Source data:
--- START ---

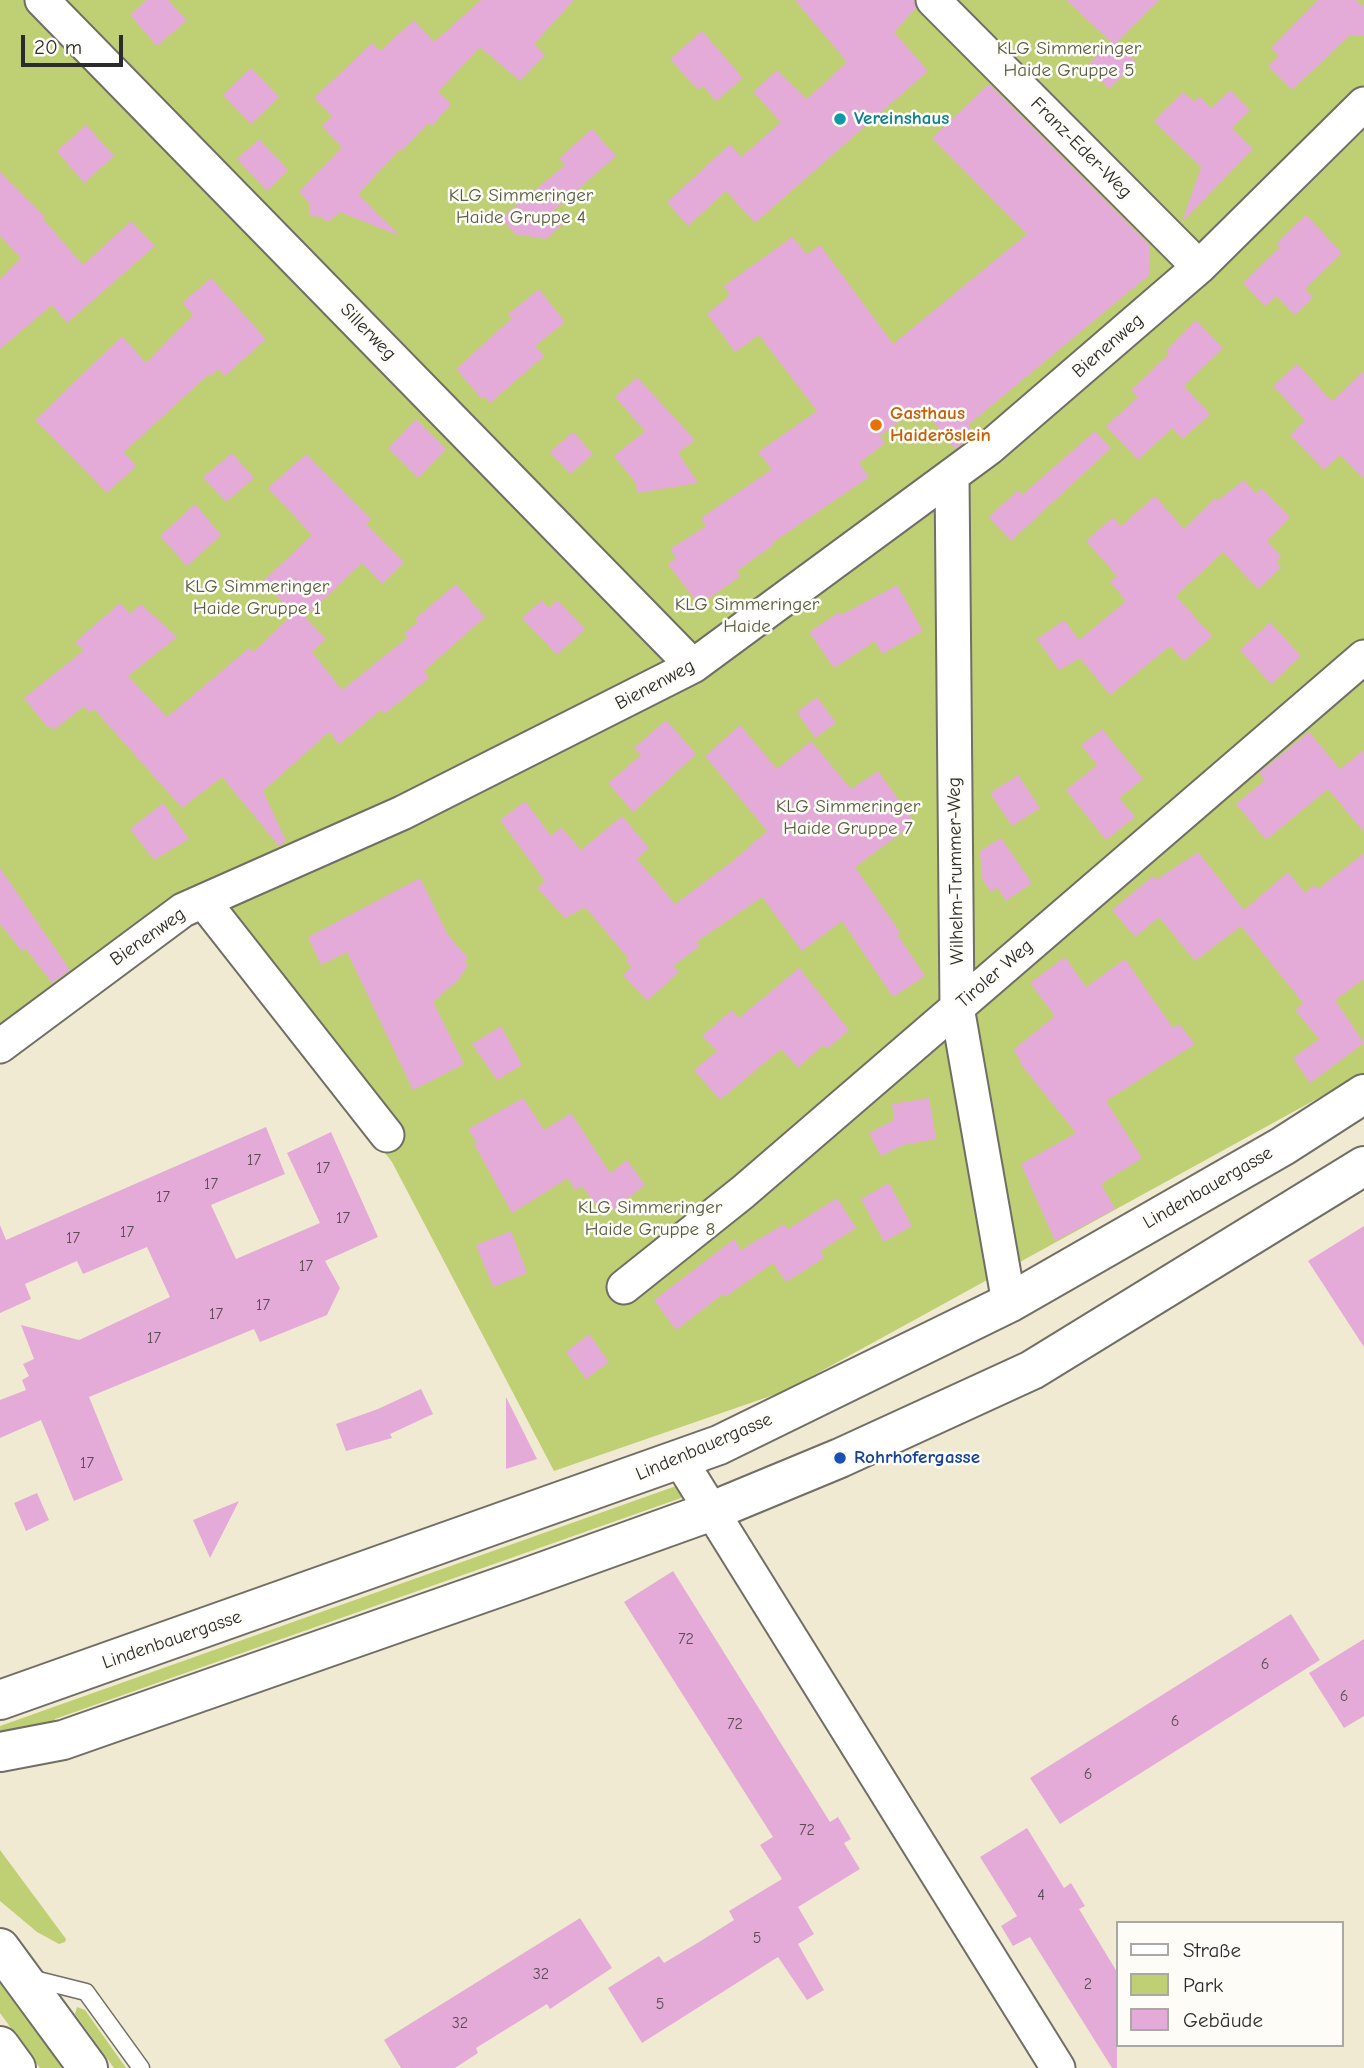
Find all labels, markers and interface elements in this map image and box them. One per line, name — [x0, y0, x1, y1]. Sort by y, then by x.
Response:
scale bar — [24, 21, 126, 65]
text: 20 m — [34, 35, 82, 59]
park label: KLG Simmeringer Haide Gruppe 5 — [997, 38, 1141, 82]
street label: Franz-Eder-Weg — [1026, 93, 1136, 203]
place label: Vereinshaus — [854, 108, 949, 130]
marker: Vereinshaus — [832, 111, 848, 127]
park label: KLG Simmeringer Haide Gruppe 4 — [449, 185, 593, 229]
street label: Sillerweg — [335, 299, 401, 365]
street label: Bienenweg — [1068, 309, 1148, 383]
place label: Gasthaus Haideröslein — [890, 403, 991, 447]
marker: Gasthaus Haideröslein — [868, 417, 884, 433]
park label: KLG Simmeringer Haide Gruppe 1 — [185, 576, 329, 620]
park label: KLG Simmeringer Haide — [675, 594, 819, 638]
street label: Bienenweg — [611, 655, 699, 715]
street label: Wilhelm-Trummer-Weg — [943, 777, 969, 965]
park label: KLG Simmeringer Haide Gruppe 7 — [776, 796, 920, 840]
street label: Bienenweg — [106, 903, 190, 971]
street label: Tiroler Weg — [952, 935, 1038, 1013]
street label: Lindenbauergasse — [1139, 1142, 1277, 1234]
house number: 17 — [247, 1150, 261, 1170]
house number: 17 — [316, 1158, 330, 1178]
house number: 17 — [204, 1174, 218, 1194]
house number: 17 — [156, 1187, 170, 1207]
park label: KLG Simmeringer Haide Gruppe 8 — [578, 1197, 722, 1241]
house number: 17 — [336, 1208, 350, 1228]
house number: 17 — [120, 1222, 134, 1242]
house number: 17 — [66, 1228, 80, 1248]
house number: 17 — [299, 1256, 313, 1276]
house number: 17 — [256, 1295, 270, 1315]
house number: 17 — [209, 1304, 223, 1324]
house number: 17 — [147, 1328, 161, 1348]
street label: Lindenbauergasse — [632, 1408, 776, 1486]
place label: Rohrhofergasse — [854, 1447, 980, 1469]
marker: Rohrhofergasse — [832, 1450, 848, 1466]
house number: 17 — [80, 1453, 94, 1473]
street label: Lindenbauergasse — [99, 1605, 245, 1675]
house number: 72 — [678, 1629, 694, 1649]
house number: 6 — [1261, 1654, 1269, 1674]
house number: 6 — [1340, 1686, 1348, 1706]
house number: 6 — [1171, 1711, 1179, 1731]
house number: 72 — [727, 1714, 743, 1734]
house number: 6 — [1084, 1764, 1092, 1784]
house number: 72 — [799, 1820, 815, 1840]
house number: 4 — [1037, 1885, 1045, 1905]
legend — [1116, 1921, 1343, 2047]
house number: 5 — [753, 1928, 761, 1948]
text: Straße — [1183, 1938, 1241, 1962]
house number: 32 — [533, 1964, 549, 1984]
text: Park — [1183, 1973, 1223, 1997]
house number: 2 — [1084, 1974, 1092, 1994]
house number: 5 — [656, 1994, 664, 2014]
text: Gebäude — [1183, 2008, 1263, 2032]
house number: 32 — [452, 2013, 468, 2033]

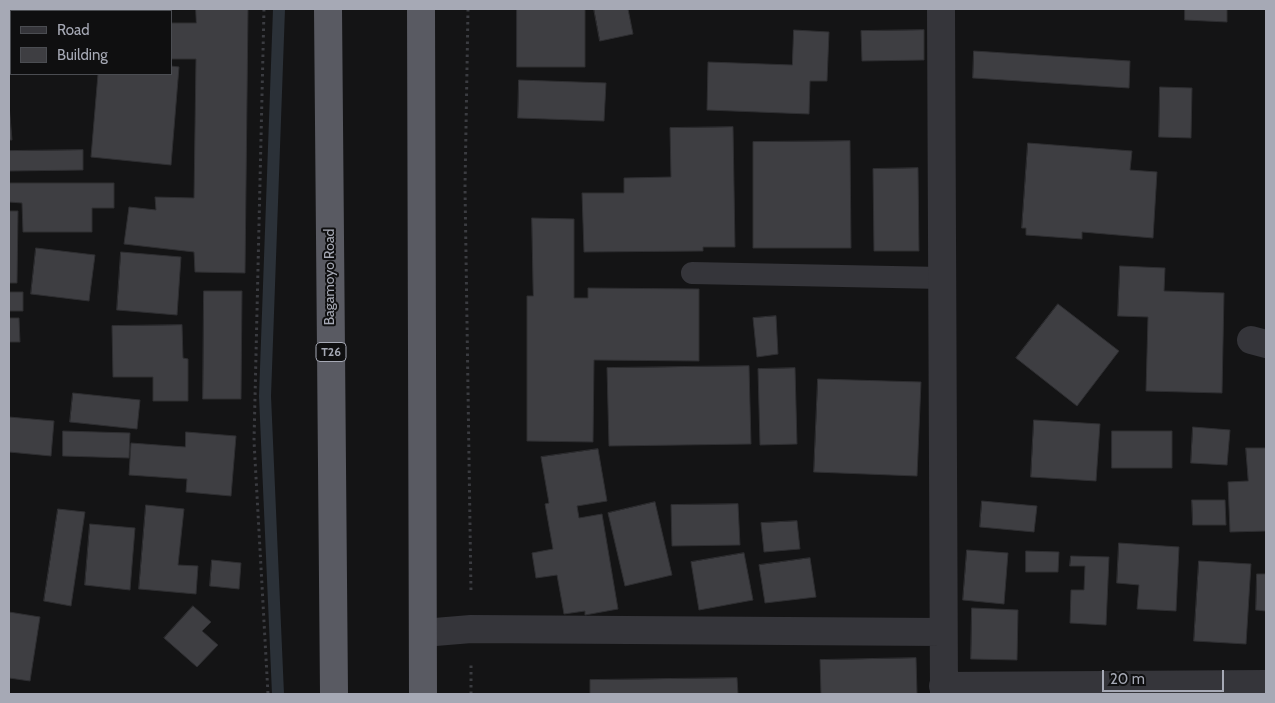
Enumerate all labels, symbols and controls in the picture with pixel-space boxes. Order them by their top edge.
legend [10,10,172,75]
text: Road [57,21,90,39]
text: Building [57,46,108,64]
street label: Bagamoyo Road [322,229,338,325]
road number: T26 [316,342,346,362]
scale bar [1105,660,1228,692]
text: 20 m [1110,670,1145,688]

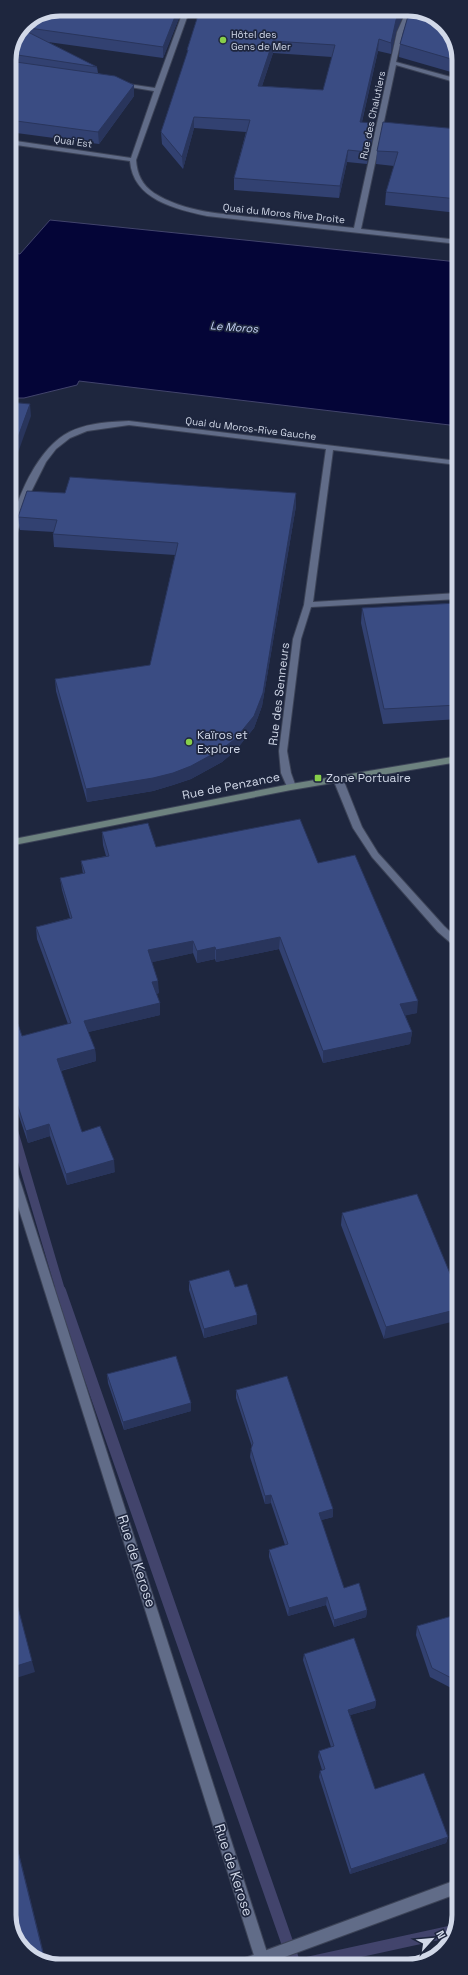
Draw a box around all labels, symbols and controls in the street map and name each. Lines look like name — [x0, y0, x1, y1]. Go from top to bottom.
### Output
place label: Hôtel des Gens de Mer — [231, 28, 291, 53]
marker: Hôtel des Gens de Mer — [218, 35, 228, 45]
street label: Rue des Chalutiers — [357, 70, 388, 160]
street label: Quai Est — [53, 132, 94, 151]
street label: Quai du Moros Rive Droite — [222, 201, 346, 226]
water label: Le Moros — [209, 318, 260, 336]
street label: Quai du Moros-Rive Gauche — [185, 414, 317, 443]
street label: Rue des Senneurs — [265, 642, 293, 746]
place label: Kaïros et Explore — [197, 727, 248, 757]
marker: Kaïros et Explore — [184, 737, 194, 747]
street label: Rue de Penzance — [181, 769, 281, 803]
place label: Zone Portuaire — [326, 770, 411, 786]
marker: Zone Portuaire — [313, 773, 323, 783]
street label: Rue de Kerose — [114, 1513, 160, 1609]
street label: Rue de Kerose — [211, 1822, 257, 1918]
north arrow — [412, 1919, 452, 1959]
text: N — [433, 1928, 449, 1941]

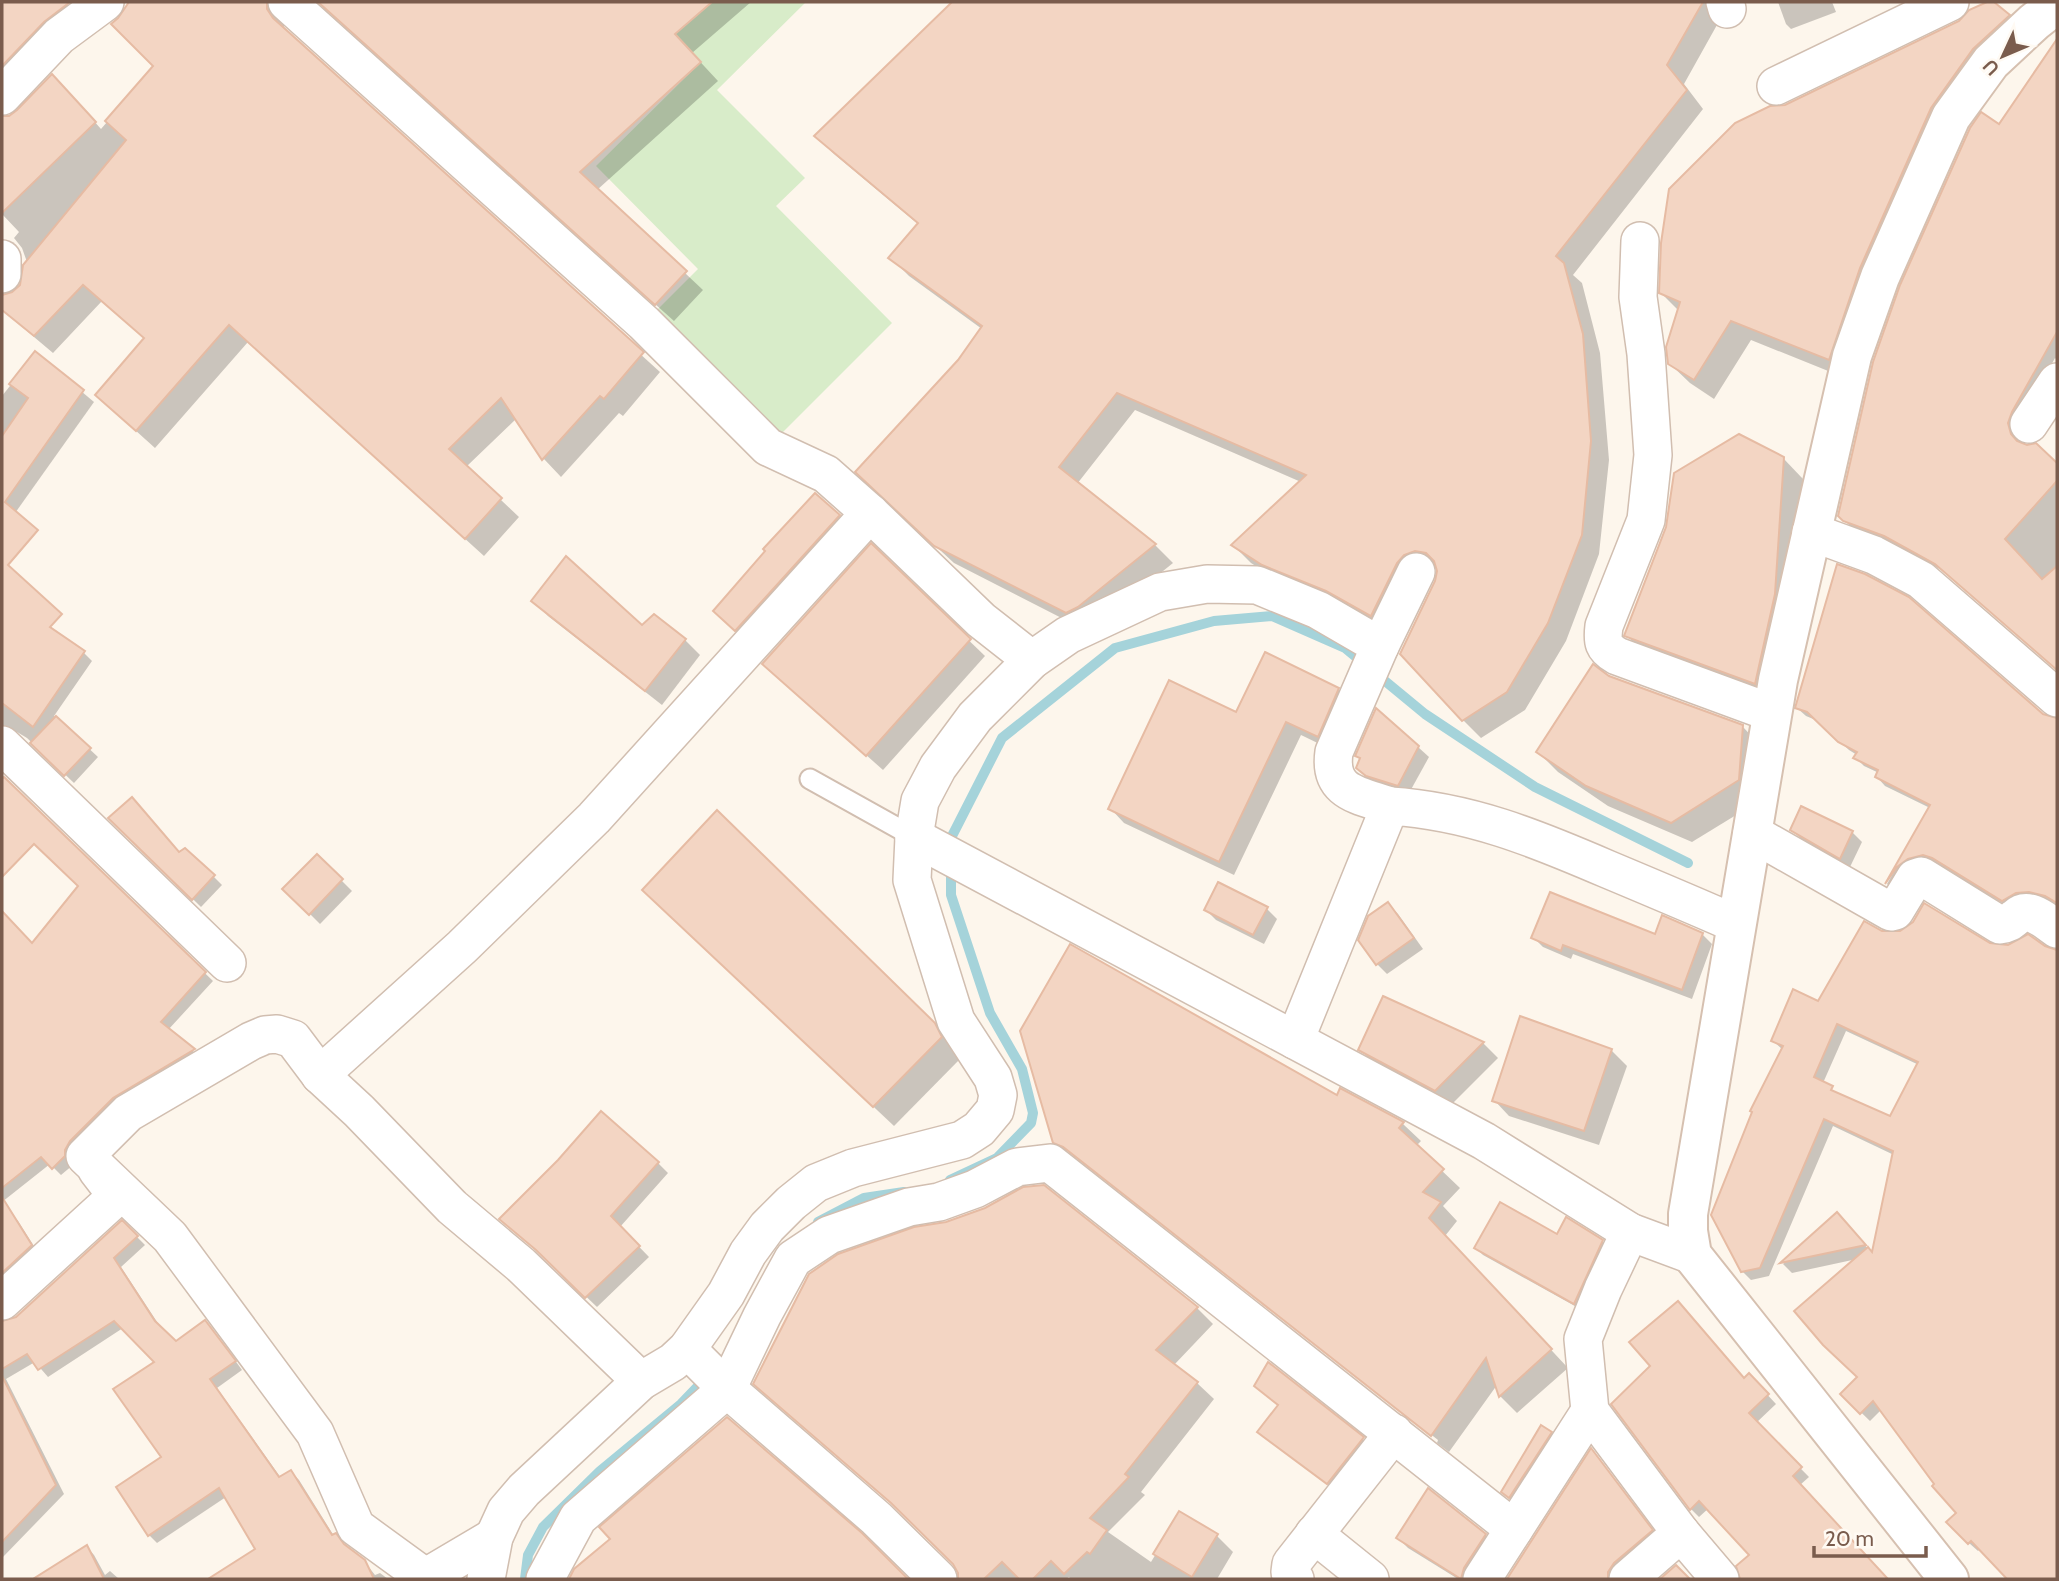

--- END ---

» **Task requirements**
Show every line above in which the word "Simmeringer" occurs.

» **Task response**
park label: KLG Simmeringer Haide Gruppe 5 — [997, 38, 1141, 82]
park label: KLG Simmeringer Haide Gruppe 4 — [449, 185, 593, 229]
park label: KLG Simmeringer Haide Gruppe 1 — [185, 576, 329, 620]
park label: KLG Simmeringer Haide — [675, 594, 819, 638]
park label: KLG Simmeringer Haide Gruppe 7 — [776, 796, 920, 840]
park label: KLG Simmeringer Haide Gruppe 8 — [578, 1197, 722, 1241]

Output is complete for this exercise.